I have actually spent a LOT of time emailing someone that is geographically closer (within 3 hours) and have had a wonderful time getting to know her. She is smart and funny and I think we get each other. We have a similar background in regards to religion growing up and where we are now. And it actually appears that she gets along with her family about as well as I do mine (which is not so well). I am actually going to go and meet up with her this weekend. I am a little scared that we may not get along as well as I think may be possible, but who knows? We spent about an hour on the phone on Monday. There were lots of laughs and only a few moments of pregnant silence when it appeared neither of us had anything to say. I will see if that persists, or if it was just the “first real conversation” jitters.

It’s different face to face. You get the interaction and the eye contact. You get to see the little mannerisms that you don’t know are there. It has been a VERY long time since I have been on the dating scene (and the time that I spent on it before was very limited), so I don’t know that I really know how to do it. Time will tell. My next post may be one of utter despair that my meeting didn’t work out very well or who knows, maybe I’ll go rent a U-haul for the second date.

Tuesday, September 02, 2008

Long Time Gone

Yes, it has been two years since I have posted anything here.
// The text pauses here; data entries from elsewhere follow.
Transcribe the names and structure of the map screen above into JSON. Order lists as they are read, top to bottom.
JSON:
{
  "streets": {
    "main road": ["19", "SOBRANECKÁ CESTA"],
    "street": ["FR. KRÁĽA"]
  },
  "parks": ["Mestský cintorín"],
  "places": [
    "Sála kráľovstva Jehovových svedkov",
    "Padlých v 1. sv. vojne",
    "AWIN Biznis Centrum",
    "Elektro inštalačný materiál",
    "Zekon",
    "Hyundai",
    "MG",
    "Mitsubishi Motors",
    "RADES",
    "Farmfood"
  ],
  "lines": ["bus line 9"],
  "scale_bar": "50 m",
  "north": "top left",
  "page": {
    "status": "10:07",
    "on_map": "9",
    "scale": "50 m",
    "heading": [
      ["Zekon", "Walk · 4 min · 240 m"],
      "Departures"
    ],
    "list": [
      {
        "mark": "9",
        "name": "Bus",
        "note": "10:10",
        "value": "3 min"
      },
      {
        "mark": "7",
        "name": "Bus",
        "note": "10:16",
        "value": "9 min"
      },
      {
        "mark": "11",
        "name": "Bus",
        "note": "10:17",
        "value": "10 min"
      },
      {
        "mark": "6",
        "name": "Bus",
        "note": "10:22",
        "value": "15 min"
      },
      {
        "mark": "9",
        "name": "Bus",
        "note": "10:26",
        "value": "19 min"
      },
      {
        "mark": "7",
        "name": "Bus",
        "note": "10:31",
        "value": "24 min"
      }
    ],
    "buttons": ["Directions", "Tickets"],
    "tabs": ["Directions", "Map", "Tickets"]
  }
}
A lot has changed for me in those two years.

I am now single. I won’t go into the gory details here. It will just have to suffice to say that I made some big mistakes and was not very willing to deal with some issues that needed my full, undivided attention.
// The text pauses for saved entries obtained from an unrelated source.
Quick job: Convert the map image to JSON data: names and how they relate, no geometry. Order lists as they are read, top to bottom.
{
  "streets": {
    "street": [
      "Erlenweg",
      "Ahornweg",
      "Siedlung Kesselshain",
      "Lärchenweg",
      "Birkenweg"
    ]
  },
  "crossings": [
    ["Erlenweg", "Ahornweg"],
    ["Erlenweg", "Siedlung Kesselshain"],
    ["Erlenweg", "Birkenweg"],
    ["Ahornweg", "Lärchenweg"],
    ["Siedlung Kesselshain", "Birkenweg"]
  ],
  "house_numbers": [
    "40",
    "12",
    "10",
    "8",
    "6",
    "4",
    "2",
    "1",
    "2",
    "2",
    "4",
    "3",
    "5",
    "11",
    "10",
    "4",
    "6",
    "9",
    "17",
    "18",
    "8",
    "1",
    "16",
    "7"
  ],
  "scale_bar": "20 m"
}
I am no longer working second shift. Yes, I have made that nasty change and have to get up at 5AM on a daily basis. It’s like I am back on the farm again. I am sure glad someone found caffeine and the FDA didn’t feel the need to ban it. I sure look forward to that coffee to jump start my day.

I am back on the dating scene. I think this may be what I am going to expound on today. Let me back up a moment by saying that I am a fairly shy individual outside of the blogosphere and the net and I lived in very rural Wisconsin for most of my life. I also tried very hard to be straight almost all of my life and while I got along great with the guys that I knew, none of them wanted to date someone who could talk farming and cars like they could. And rural Wisconsin definitely is not a place where there are a lot of “out” lesbians. Let’s just suffice it to say that I don’t have a lot of dating experience.

Those of you who know me, and if you don’t know me personally you can probably tell by my picture, know that I am not very feminine. I don’t look feminine. I don’t act feminine. I don’t sound feminine. But, I am attracted to feminine women. See, this is where I start having trouble. Unless I see the signs on a feminine woman (rainbow garb, flirting with other women, etc), the gaydar just doesn’t work very well on feminine women. Yup, I can spot a dyke from a mile away and so can most people, but trying to pick out the one out of ten women who are gay in the feminine realm it next to impossible unless they make the first move. And, my friends, they just aren’t moving towards me.

I went out to one of the gay friendly establishments here in town with a friend a couple of weeks ago and we played pool for a long time. I was watching the people come and go and saw a greater number of straight people in this bar than gay people. I am not sporty and I don’t want to play softball. I just don’t know where to go to meet people.

So here I sit. Single: Trying to figure out what to do and how to get myself out there to meet more people. I am open to suggestion. . . really.